- Your goal:
Where a line holds the word "strong", copy that line from the data below.

::: Data for analysis :::

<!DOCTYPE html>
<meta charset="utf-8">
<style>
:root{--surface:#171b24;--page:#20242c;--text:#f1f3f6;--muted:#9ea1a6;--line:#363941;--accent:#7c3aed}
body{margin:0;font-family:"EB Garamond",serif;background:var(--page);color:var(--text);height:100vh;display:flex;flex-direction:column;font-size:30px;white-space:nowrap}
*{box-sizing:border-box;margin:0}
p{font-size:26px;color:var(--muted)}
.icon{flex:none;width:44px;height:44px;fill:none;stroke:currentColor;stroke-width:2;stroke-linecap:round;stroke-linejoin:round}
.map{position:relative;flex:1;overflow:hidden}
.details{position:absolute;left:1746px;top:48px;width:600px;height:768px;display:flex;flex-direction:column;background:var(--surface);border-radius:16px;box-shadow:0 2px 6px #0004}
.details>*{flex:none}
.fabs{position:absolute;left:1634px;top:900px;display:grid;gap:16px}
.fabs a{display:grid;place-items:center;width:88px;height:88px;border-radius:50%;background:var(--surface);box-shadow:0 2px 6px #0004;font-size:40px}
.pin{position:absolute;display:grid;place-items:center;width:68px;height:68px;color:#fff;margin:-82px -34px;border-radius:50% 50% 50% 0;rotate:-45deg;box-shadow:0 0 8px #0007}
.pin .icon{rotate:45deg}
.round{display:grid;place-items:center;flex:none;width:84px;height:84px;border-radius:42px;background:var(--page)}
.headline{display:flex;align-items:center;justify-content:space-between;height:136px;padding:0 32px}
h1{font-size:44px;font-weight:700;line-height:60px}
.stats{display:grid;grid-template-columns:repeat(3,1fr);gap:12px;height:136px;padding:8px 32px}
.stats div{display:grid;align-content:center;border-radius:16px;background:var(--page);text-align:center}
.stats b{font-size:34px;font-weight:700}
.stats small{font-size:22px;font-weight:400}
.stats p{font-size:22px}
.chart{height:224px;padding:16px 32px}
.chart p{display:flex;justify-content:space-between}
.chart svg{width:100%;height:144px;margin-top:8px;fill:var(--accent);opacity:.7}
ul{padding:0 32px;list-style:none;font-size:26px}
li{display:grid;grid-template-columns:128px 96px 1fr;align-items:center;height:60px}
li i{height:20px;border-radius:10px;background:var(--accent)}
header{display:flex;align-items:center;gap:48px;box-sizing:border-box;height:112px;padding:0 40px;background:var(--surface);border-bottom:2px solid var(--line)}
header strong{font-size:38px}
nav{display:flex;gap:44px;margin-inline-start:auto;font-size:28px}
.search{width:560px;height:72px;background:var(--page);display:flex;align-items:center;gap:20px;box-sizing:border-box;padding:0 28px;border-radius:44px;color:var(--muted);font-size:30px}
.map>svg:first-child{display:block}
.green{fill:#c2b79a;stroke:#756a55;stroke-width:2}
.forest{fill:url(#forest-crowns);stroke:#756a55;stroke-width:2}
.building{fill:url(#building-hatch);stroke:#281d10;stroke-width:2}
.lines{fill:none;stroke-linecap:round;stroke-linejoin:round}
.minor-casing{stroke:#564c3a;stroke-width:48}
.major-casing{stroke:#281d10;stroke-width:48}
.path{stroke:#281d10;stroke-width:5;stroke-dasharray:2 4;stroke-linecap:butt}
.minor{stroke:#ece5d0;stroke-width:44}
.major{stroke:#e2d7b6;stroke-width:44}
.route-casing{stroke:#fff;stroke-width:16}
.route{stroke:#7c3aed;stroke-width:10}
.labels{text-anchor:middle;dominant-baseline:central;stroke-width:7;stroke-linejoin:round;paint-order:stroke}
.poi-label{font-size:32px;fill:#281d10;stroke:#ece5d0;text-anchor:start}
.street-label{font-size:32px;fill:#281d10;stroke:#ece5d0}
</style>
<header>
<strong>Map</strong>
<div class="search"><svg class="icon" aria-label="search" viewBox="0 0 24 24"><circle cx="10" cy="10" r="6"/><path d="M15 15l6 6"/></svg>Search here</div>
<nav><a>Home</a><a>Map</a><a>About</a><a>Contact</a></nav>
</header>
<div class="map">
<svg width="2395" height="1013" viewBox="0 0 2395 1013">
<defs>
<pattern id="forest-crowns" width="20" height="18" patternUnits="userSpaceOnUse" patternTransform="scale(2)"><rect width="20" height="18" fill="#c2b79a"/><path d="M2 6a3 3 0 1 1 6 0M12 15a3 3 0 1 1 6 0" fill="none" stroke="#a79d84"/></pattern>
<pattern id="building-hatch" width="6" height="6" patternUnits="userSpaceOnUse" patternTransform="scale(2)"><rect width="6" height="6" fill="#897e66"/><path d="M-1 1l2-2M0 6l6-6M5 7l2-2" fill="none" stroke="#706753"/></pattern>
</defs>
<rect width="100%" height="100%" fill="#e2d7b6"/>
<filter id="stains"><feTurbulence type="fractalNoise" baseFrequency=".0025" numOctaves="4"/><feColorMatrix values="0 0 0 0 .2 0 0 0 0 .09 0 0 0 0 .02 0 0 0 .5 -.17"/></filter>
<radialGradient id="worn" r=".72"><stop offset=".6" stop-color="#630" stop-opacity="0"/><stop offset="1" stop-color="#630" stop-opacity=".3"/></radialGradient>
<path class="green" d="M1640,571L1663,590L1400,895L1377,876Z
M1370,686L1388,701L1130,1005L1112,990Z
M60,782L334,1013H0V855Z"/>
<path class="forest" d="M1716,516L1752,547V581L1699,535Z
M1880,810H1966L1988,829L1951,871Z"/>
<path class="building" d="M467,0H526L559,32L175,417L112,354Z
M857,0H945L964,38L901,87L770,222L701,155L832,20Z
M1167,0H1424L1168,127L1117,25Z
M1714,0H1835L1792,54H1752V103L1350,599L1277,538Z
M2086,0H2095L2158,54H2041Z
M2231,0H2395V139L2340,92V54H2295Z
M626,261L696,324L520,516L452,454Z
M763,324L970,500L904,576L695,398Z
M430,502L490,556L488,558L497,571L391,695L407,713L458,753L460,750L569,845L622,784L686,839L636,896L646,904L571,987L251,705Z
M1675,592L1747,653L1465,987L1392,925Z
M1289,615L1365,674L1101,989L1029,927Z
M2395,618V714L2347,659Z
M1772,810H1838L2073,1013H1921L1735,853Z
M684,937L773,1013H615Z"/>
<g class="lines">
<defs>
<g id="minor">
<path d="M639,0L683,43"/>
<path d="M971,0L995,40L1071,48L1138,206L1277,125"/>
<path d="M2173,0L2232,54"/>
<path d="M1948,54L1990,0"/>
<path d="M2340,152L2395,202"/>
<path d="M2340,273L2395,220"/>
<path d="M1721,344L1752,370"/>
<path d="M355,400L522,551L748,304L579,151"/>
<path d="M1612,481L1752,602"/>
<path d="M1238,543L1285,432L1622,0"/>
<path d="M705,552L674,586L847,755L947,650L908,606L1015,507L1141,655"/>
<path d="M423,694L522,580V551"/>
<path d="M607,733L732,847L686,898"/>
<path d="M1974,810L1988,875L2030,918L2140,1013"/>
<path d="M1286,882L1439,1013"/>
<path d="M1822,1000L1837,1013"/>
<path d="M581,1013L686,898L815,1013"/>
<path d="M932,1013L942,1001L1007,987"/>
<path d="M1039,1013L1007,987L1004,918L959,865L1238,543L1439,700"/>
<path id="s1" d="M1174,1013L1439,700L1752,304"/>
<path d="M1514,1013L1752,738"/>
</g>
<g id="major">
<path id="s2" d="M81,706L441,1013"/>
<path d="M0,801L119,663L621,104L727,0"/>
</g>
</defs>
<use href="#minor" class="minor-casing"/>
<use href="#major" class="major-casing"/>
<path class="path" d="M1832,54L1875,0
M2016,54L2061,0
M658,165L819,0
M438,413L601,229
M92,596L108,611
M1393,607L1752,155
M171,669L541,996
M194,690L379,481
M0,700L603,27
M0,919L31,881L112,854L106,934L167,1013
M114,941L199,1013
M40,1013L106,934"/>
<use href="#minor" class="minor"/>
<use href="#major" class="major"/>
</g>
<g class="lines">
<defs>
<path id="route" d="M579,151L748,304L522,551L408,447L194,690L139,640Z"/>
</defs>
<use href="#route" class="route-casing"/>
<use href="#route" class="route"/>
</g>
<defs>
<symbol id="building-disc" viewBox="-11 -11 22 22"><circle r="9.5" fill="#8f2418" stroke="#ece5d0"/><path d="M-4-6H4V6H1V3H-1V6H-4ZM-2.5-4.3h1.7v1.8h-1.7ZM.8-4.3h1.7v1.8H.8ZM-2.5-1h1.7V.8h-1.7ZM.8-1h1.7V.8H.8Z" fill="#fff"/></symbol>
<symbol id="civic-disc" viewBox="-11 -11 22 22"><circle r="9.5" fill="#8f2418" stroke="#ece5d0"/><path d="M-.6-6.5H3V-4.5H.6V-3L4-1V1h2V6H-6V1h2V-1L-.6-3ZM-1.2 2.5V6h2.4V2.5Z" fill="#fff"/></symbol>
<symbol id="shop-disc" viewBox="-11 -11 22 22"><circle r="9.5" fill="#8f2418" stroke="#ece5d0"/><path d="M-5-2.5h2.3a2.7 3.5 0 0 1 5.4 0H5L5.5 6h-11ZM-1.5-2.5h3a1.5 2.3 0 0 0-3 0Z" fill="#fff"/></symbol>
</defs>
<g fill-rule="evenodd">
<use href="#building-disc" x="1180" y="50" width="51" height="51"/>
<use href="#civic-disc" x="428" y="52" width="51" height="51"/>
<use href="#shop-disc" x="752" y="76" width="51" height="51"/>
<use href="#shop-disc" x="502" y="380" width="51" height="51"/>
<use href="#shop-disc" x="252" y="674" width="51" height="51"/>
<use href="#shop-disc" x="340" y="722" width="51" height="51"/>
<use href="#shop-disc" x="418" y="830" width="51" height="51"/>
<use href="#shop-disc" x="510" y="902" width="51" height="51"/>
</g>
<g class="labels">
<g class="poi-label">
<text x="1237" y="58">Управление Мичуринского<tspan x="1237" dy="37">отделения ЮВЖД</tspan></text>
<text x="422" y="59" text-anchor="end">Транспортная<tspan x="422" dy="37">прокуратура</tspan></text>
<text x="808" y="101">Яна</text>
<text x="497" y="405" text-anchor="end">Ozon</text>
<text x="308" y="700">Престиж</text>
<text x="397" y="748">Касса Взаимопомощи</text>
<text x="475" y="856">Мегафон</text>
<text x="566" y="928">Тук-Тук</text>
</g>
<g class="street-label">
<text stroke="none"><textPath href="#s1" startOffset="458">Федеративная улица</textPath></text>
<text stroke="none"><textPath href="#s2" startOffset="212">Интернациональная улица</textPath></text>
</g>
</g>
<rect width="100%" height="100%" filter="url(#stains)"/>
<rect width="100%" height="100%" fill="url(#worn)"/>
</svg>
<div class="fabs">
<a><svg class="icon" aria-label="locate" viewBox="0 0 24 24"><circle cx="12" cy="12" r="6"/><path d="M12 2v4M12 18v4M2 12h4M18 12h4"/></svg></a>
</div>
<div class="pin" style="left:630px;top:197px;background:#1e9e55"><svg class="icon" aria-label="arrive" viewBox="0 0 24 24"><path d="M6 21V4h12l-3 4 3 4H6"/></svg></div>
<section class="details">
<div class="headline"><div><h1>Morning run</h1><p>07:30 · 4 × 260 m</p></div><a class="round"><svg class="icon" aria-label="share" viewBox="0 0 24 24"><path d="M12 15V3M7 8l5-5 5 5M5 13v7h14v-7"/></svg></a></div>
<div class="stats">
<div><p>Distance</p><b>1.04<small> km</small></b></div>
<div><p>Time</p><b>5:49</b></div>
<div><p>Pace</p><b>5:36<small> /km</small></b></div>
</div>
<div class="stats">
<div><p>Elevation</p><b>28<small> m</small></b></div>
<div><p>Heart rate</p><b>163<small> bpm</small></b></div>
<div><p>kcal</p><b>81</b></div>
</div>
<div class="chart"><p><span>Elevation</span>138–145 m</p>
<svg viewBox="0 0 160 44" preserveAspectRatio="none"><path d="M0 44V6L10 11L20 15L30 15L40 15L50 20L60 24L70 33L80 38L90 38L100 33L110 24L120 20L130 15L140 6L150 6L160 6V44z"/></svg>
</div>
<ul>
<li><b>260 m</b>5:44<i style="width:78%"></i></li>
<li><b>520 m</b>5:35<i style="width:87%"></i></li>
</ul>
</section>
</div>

:::

- Exercise response:
header strong{font-size:38px}
<strong>Map</strong>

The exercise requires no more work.